Transfinite Photographs

for trumpet and piano

2017

All recordings from the premier by Jessica Erbe (trumpet) and Hsiao-Ling Lin (piano).

This piece is a series of movements that tell brief stories of queer people Jessica Erbe (the trumpet player) knows. In some ways, these stories may seem disjunct, like they don’t fit together or these people couldn’t possibly belong in the same community. It’s true that queer communities spread wide and encompass many different experiences. This is what happens when you create community out of something that escapes definition.
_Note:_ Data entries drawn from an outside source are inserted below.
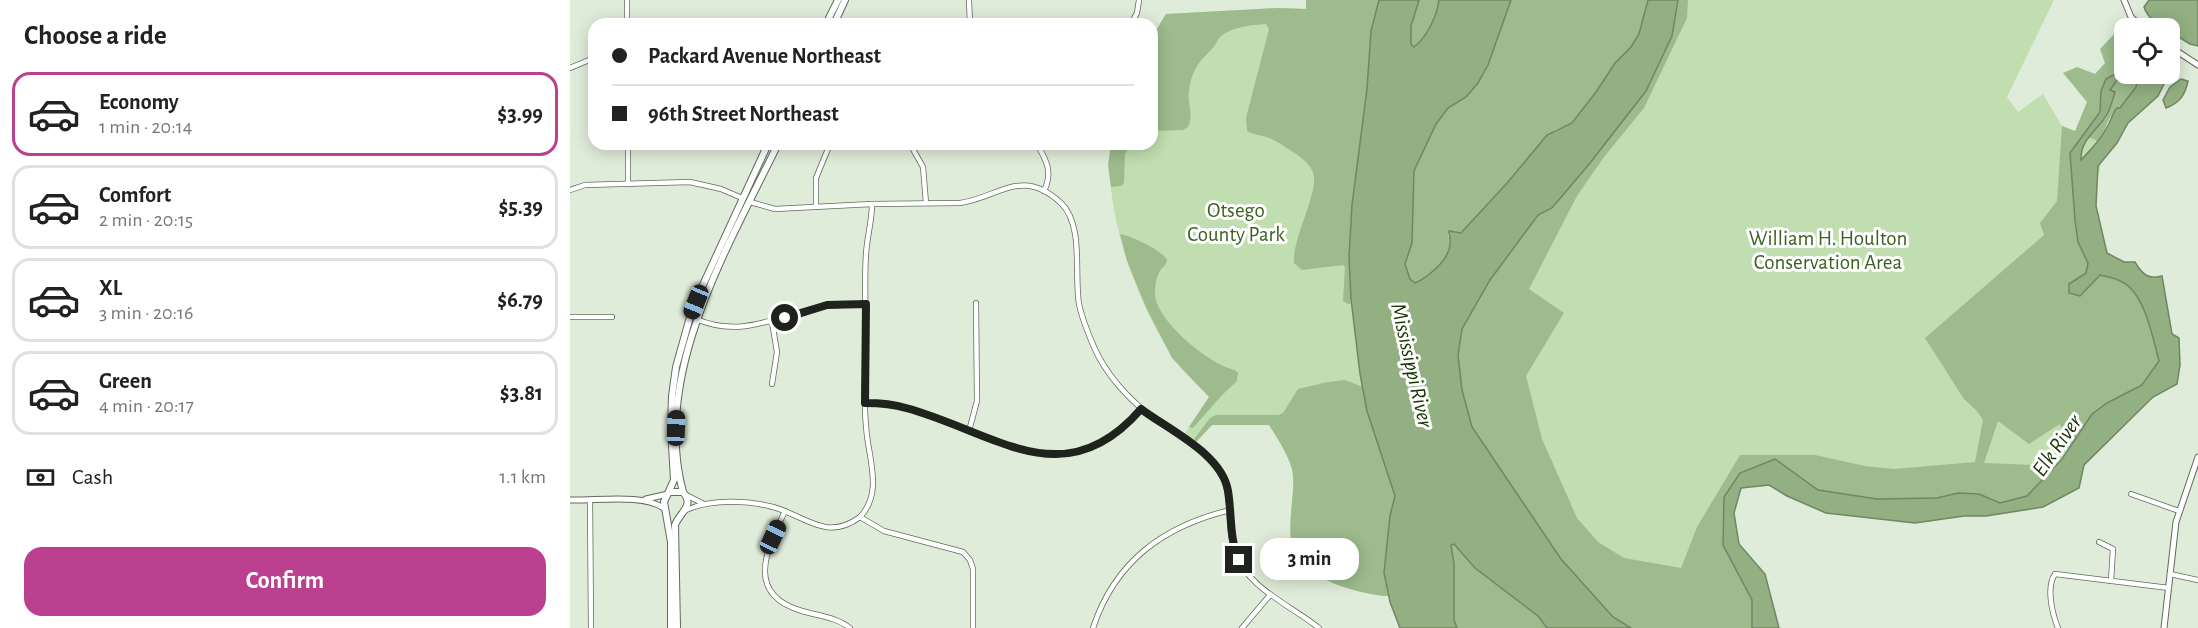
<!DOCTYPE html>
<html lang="en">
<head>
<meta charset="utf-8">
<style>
	:root { --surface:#fff; --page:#f6f6f6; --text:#222; --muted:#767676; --line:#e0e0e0; --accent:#bc4090 }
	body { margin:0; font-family:"Alegreya Sans",sans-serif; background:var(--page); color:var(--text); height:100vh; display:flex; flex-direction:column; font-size:22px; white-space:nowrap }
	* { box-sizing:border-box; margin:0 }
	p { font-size:20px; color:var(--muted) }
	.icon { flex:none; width:33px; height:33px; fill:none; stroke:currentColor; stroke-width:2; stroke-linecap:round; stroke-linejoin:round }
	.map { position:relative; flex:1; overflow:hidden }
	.drawer { display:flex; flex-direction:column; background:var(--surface); width:570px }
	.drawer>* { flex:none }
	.top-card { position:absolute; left:18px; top:18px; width:570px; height:132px; border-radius:18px; box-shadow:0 3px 15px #0003; display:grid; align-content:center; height:132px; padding:0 24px; background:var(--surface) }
	.tools { position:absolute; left:1544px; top:18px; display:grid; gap:12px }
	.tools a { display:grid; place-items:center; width:66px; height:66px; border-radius:12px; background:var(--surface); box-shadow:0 3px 15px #0003; font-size:30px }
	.end { position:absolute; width:27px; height:27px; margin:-14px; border:8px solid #1f231d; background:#fff; box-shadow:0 0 0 3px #fff }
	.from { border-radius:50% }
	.bubble { position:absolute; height:42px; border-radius:18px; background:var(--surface); box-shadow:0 3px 15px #0003; font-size:20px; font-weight:700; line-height:42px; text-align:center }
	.car { position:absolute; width:18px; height:36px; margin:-18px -9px; border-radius:8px; box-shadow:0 0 4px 2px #0007; background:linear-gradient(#222 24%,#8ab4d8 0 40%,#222 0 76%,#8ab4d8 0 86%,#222 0) }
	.top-card b { display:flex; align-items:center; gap:21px; height:57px; font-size:22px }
	.top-card b+b { border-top:2px solid var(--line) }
	.top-card i { width:15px; height:15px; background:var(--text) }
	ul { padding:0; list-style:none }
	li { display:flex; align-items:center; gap:18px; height:84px; margin:0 12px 9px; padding:0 12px; border:3px solid var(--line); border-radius:18px }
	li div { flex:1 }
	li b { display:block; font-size:22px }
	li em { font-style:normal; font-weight:700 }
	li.selected { border-color:var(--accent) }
	li>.icon { width:54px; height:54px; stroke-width:1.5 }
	h2 { padding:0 24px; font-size:27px; line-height:72px }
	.pay { display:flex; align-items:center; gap:15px; height:66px; padding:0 24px; font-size:22px }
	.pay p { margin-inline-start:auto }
	.action { display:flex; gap:12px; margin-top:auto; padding:12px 24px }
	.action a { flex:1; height:69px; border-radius:18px; background:var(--accent); color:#fff; font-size:24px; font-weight:700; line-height:69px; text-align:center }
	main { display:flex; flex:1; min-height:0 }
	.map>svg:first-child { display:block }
	.green { fill:#c0deb0 }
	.forest { fill:#9dbb8c }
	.water { fill:#92b082; stroke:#708664; stroke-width:1.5; fill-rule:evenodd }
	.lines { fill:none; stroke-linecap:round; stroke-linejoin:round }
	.minor-casing { stroke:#616b5c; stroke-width:6 }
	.tertiary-casing { stroke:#616b5c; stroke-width:7 }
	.secondary-casing { stroke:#616b5c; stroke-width:8 }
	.minor { stroke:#fff; stroke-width:4.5 }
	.tertiary { stroke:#fff; stroke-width:5 }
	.secondary { stroke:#fff; stroke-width:6 }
	.route { stroke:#1f231d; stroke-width:8 }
	.labels { text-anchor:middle; stroke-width:6; stroke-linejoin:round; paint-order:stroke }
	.park-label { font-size:21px; fill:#3b6121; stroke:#fff }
	.water-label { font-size:22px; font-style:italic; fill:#193503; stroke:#fff }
</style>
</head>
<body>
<main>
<section class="drawer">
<h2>Choose a ride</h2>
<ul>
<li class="selected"><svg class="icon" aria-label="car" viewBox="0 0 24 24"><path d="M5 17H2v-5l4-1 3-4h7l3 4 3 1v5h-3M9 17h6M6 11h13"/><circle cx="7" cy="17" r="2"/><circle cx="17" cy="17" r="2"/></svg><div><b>Economy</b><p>1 min · 20:14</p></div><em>$3.99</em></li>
<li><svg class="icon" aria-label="car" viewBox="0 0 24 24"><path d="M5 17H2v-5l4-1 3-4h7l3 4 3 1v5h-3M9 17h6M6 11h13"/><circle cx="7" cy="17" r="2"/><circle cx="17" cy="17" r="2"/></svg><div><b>Comfort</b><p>2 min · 20:15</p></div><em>$5.39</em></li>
<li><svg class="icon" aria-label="car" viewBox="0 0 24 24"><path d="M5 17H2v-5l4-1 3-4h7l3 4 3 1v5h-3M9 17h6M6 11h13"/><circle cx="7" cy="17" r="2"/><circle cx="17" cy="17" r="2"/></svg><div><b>XL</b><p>3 min · 20:16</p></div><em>$6.79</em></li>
<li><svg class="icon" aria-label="car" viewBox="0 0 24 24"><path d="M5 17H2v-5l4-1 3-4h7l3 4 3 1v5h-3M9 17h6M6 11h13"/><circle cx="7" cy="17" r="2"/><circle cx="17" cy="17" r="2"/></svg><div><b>Green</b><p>4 min · 20:17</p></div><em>$3.81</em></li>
</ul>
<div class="pay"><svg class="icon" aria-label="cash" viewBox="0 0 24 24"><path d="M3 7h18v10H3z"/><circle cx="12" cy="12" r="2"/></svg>Cash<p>1.1 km</p></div>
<div class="action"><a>Confirm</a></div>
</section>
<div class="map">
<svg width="1628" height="628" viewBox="0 0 1628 628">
	<rect width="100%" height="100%" fill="#e0ecda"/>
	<g class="green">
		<path d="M 1114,0 L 1484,0 L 1437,97 L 1448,112 L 1473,94 L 1492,126 L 1535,144 L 1519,219 L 1498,450 L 1492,459 L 1457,496 L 1194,477 L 1169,486 L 1161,513 L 1161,549 L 1195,628 L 1084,628 L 1051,614 L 898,337 Z"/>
		<path d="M 707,8 L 806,11 L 781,299 L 790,374 L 797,411 L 825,496 L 814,573 L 818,596 C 791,595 733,579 723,549 C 716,525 725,498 723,475 C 722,460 707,438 699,425 L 642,425 L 624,444 L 613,436 L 639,397 C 627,384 611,371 602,356 C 566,301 533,210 541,144 L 582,144 L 582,37 L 596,14 Z"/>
	</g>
	<g class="forest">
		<path d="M 736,0 L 809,0 L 801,31 L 797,89 L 782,205 L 779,257 L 781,298 L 780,304 L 778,304 L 773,301 L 775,267 L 773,265 L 732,270 L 724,263 C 722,238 750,191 743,172 C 739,163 731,157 723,152 C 716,147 707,141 699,138 C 691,135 684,135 677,131 L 676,118 L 699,29 L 696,24 C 682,25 662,27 651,36 C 647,40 645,47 640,51 C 628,62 621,73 619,91 C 617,104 624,114 618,127 L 613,130 L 582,131 L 582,37 L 596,14 L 707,8 L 736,9 Z"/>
		<path d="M 849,0 L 869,0 C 867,16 857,37 844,47 L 841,44 L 841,26 Z"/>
		<path d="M 941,0 L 1078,0 L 1069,34 L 1061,47 L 1045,63 L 1026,92 L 1002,123 L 985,130 L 891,233 L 882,231 L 878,234 C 879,239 881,244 880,249 C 876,262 857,278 845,283 L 840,279 L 835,264 L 842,243 L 844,172 L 866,124 L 878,108 L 896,97 L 908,83 L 918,65 Z"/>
		<path d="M 1108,0 L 1118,0 L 1117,18 L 1074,108 L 1034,157 L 1007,196 L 959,289 L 994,313 L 956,376 L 972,439 L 1007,518 L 1028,542 L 1054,558 L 1111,568 L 1127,527 L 1170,455 L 1245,455 L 1295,466 L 1324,469 L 1405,462 L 1413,420 L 1406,410 L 1394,399 L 1355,338 L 1474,235 L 1470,223 L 1487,201 L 1492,126 L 1505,131 L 1517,102 L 1493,73 L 1507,67 L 1525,74 L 1535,63 L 1530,49 L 1547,31 L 1554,35 L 1554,50 L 1551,52 L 1549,72 L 1531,91 L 1530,112 L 1500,153 L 1508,242 L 1518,263 L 1516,273 L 1508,279 L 1510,296 L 1530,275 C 1537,277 1545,278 1552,282 C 1575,293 1583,339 1589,361 L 1572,385 L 1537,403 L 1522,414 L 1498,450 L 1490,424 L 1459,444 L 1428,421 L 1414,463 L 1486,466 L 1457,496 L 1430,503 L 1409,494 L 1388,493 L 1367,498 L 1307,499 L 1248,490 L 1205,459 L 1170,473 L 1153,545 L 1182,600 L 1182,628 L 1061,628 L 1043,617 L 991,559 L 902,427 L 892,390 L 888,355 L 892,329 L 920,280 L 968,215 L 982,208 L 1020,163 L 1102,36 Z"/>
		<path d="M 1558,77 L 1567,82 C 1566,88 1553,106 1548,110 C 1545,112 1543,112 1541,116 C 1536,124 1535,133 1528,141 L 1518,137 L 1536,118 L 1545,92 L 1540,91 L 1548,79 Z"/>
		<path d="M 541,144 L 561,144 L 555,154 L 554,183 L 551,186 L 541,187 L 538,165 Z"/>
		<path d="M 550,234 C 561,236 592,250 597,260 C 596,266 593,266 590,271 C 586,277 585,286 585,294 C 586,321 640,365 665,370 L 668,373 L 667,381 L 652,395 L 623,428 L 619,427 L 639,397 L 602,358 L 576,307 L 557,261 Z"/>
		<path d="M 775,380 L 793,387 L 797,411 L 825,496 L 820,516 L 814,573 L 818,596 C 791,595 733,579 723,549 C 716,525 725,498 723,475 C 722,460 707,438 699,425 L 642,425 L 626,442 L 624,439 L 640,418 L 646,415 L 709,415 L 713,413 L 728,389 L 758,382 Z"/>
		<path d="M 884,544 L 905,568 L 968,616 L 977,628 L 887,628 L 884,620 L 884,564 L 881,545 Z"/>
	</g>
	<g class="water">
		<path d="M 809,0 L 849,0 L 841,26 L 841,44 L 844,47 C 857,37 867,16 869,0 L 941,0 L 918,65 L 908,83 L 896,97 L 878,108 L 866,124 L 844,171 L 842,243 L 835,264 L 840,279 L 845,283 C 857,278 879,260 880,245 C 881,240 879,236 879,231 L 891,233 L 938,182 L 977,135 L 1002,123 L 1026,92 L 1045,63 L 1061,47 L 1069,34 L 1078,0 L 1108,0 L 1102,36 L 1076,91 L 1020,163 L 982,208 L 968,215 L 920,280 L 892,329 L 888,355 L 892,390 L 902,427 L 991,559 L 1043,617 L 1061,628 L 977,628 L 968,616 L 905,568 L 884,544 L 881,545 L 884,564 L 884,620 L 887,628 L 830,628 L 820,602 L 814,573 L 820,516 L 825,496 L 797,411 L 790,374 L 781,299 L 779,257 L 782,205 L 797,89 L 801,31 Z"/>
		<path d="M 1579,0 L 1628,0 L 1628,46 L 1620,44 L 1599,31 L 1599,28 C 1589,27 1577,17 1574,7 Z"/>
		<path d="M 1554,50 L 1554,74 L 1599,74 L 1588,96 L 1558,123 L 1547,143 L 1528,166 L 1526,206 L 1537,253 L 1554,262 L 1565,262 C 1572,274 1578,280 1592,276 L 1602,334 L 1609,338 L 1610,365 L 1607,384 L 1583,397 L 1514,465 L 1509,488 L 1473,507 L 1416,516 L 1394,516 L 1345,523 L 1256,513 L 1217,496 L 1199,485 L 1171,488 L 1164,513 L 1169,544 L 1195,574 L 1209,628 L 1182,628 L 1182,600 L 1153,545 L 1154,497 L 1170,473 L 1205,459 L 1248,490 L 1307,499 L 1367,498 L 1388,493 L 1409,494 L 1430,503 L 1457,496 L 1492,459 L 1522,414 L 1537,403 L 1572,385 L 1589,361 C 1583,339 1575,293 1552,282 C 1546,278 1537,277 1530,275 L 1510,296 L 1499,293 L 1499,284 L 1516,273 L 1518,263 L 1508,242 L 1505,220 L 1500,153 L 1530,112 L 1531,91 L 1536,79 L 1549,72 L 1551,52 ZM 1558,77 L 1560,80 L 1567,82 L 1566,87 L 1550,108 L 1547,108 C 1541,115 1541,122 1536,129 C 1530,141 1519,151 1511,160 C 1510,142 1524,132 1534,119 C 1540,112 1542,101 1545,92 L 1540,90 L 1548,79 Z"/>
		<path d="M 1611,79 L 1618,81 C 1615,95 1610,103 1596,108 L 1593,100 L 1600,87 Z"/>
	</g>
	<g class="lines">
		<defs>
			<g id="minor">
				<path d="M 57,0 L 57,24"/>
				<path d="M 399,0 L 400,24"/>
				<path d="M 561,24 L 567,13 L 569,0"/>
				<path d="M 0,68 L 24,58"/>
				<path d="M 58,144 L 58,183"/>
				<path d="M 340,144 L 353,167 L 356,203"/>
				<path d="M 467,144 C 477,161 483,173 474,191"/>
				<path d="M 0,190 L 15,185 L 120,182 L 151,189 L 172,198"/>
				<path d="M 180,202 L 205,209 L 302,204 L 390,203 C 428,198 452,166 491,203 C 514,225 504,274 509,304 C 512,319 518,333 524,347 C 536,375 560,401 585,419 C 605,433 630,446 646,466 C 666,490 655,521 664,549 C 676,588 719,604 749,628"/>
				<path d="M 246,207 L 246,178 L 260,144"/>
				<path d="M 0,317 L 42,317"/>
				<path d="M 126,319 C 173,339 209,315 254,306 C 267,303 282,304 296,304"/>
				<path d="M 202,384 L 207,352 L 202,322"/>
				<path d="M 295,403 C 309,403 323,404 336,408 C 425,432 493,498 571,409"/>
				<path d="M 399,431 L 407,401 L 406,303"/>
				<path d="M 1561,494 L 1609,511"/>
				<path d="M 116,495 L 132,503"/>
				<path d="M 20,501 L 21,628"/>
				<path d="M 116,510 C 141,499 177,500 203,507 C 236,516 256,542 290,517 L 314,531 L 393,552 L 400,560 L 403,569 L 403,628"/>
				<path d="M 215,511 C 197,549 174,594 232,611 C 249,616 266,617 280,628"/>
				<path d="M 290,517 C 310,496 302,468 298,443 C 293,411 295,378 296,346 C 296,316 294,284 296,254 C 297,237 302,221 302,204"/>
				<path d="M 1529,542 L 1543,549 L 1541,581"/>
				<path d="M 1600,574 L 1628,580"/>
				<path d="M 523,628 C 545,561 594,526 660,510"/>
				<path d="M 672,628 L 700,595"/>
				<path d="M 1488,628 C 1482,613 1476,587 1485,574 L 1599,588"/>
			</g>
			<g id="tertiary">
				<path d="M 1554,0 L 1561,17 L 1573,28"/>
				<path d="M 1599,46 L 1628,65"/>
				<path d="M 76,499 L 98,494"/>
				<path d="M 0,500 C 26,501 75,493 95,509"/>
				<path d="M 1594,628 L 1606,522 L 1628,457"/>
			</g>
			<g id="secondary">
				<path d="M 256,24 L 268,0"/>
				<path d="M 264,24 L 275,0"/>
				<path d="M 100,492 L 113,492 C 125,506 110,512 105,525 L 107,628"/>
				<path d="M 113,492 C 81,374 158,247 208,144"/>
				<path d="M 101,628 L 101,542 L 94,502 L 104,480 L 101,428 L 102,396 L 106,367 L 120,317 L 132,287 L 198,144"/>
			</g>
		</defs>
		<use href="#minor" class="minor-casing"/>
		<use href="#tertiary" class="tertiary-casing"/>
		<use href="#secondary" class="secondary-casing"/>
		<use href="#minor" class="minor"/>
		<use href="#tertiary" class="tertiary"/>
		<use href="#secondary" class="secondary"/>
	</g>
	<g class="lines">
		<path class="route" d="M 215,318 L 257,305 L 296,304 L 295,403 C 309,403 323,404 336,408 C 425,432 494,498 571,409 C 599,430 652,454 658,491 C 662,515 659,538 669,560"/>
	</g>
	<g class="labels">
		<g class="park-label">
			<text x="666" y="217">Otsego<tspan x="666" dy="24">County Park</tspan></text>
			<text x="1258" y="245">William H. Houlton<tspan x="1258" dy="24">Conservation Area</tspan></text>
		</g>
		<g class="water-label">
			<text transform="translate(843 365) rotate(77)" y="8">Mississippi River</text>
			<text transform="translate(1486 445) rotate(-55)" y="8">Elk River</text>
		</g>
	</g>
</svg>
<div class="tools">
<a><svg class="icon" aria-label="locate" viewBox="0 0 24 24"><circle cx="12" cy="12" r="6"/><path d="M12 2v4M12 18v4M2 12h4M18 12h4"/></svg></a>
</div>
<i class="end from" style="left:215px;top:318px"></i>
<i class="end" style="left:669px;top:560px"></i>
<div class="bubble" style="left:690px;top:538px;width:99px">3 min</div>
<i class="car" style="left:126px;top:302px;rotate:202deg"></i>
<i class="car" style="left:106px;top:428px;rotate:2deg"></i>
<i class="car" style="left:203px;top:537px;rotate:25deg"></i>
<div class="top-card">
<b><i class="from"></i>Packard Avenue Northeast</b>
<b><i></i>96th Street Northeast</b>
</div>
</div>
</main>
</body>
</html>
This piece begins in the middle of a story. Queerness doesn’t have a beginning. We may try to retroactively impose meaning upon our past, illustrating the plot points that lead us to a particular moment, but our lives are not linear narratives and the queerness we wake up in might never make sense. This piece is not an attempt for us to understand why. There is no way to explain, to mitigate, to otherwise heal our collective trauma. We can try to make theories of how the cis hetero patriarchy began or operates but when you’re ripped from your lover at a bar, such theories do not protect you. Instead, you must surrender to the middle of the story, and imagine a different ending. Queerness, after all, is the dream of an unimaginable tomorrow.

 

i. “spun is more like it” (red)

This movement begins in the middle of a story - a queer boy high on meth, coming to the rawness of realization - an HIV diagnosis. “You have to break your own heart more than anyone ever has.”

“Being high is terrifying
So terrifying in fact
High is a generous term

Spun is more like it
Like the web of a black spider
With the red hourglass about to spend itself
I’ve spent myself

I can ignore my blood but I can’t stop thinking
Red.”

 

ii. gender policing (orange)

This piece begins with the over-confident strut of middle school, affected with a dash of awkwardness. We try to follow this strut, but we cannot stay within what the environment is asking. It is in the open and expansive sections that the colors come through, the beauty of being oneself, but these sections are continuously interrupted.

you want to imagine
expansive expression
but the world intrudes.

 

iii. “i love you too” (yellow)

This is story of a couple driving to the airport, saying good-bye for winter break after a few months of dating. They both were wondering if it was too soon to say “I love you.” As they said good-bye, without prompting, she said “I love you too.” 
 

before you left, you said “i love you too.”
i don’t remember saying it first,
but i was thinking it the entire time.

 

iv. the garden gate (green)

This is about the beauty of light coming through the sanctuary of home, the comfort of what one couple built together, without what was sacrificed, without the friends lost, the visits from social workers assessing the couple’s fitness for adoption, the anxieties of telling their families.

we knew we could build a sanctuary,
but how would the world be to them?

 

v. where scripture meets bone (blue)

In the beginning, there is reverence, the ancient memory of sacred devotion. This memory is distorted by wounding messages, by the Church you always knew scorning you for love. This rift is heart-breaking. We don’t know what to believe, but there is comfort in uncertainty.

“If I open my skin - it is still there, within my bones.” 

The image of your faith is imprinted on you, twisted into something hateful. 

We welcome the cry of that rip, the insurmountable rift between what your bones know and what today’s priests are telling you. 

We come to reconciliation in unknowing, in saying good-bye to what could have been, but what never was -
your truth.

vi. interlude (indigo)

 

vii. ritual enacted (violet)

I’d been on testosterone for almost four months. My voice had dropped a minor third. I was singing with others in the woods. I love singing with my lower voice. The person in front of me turned around and said, “There is so much soul in your song.” 

i was singing last week,
from the well in the back of my throat,
and for a second, 
it sounded like i could hear my own soul.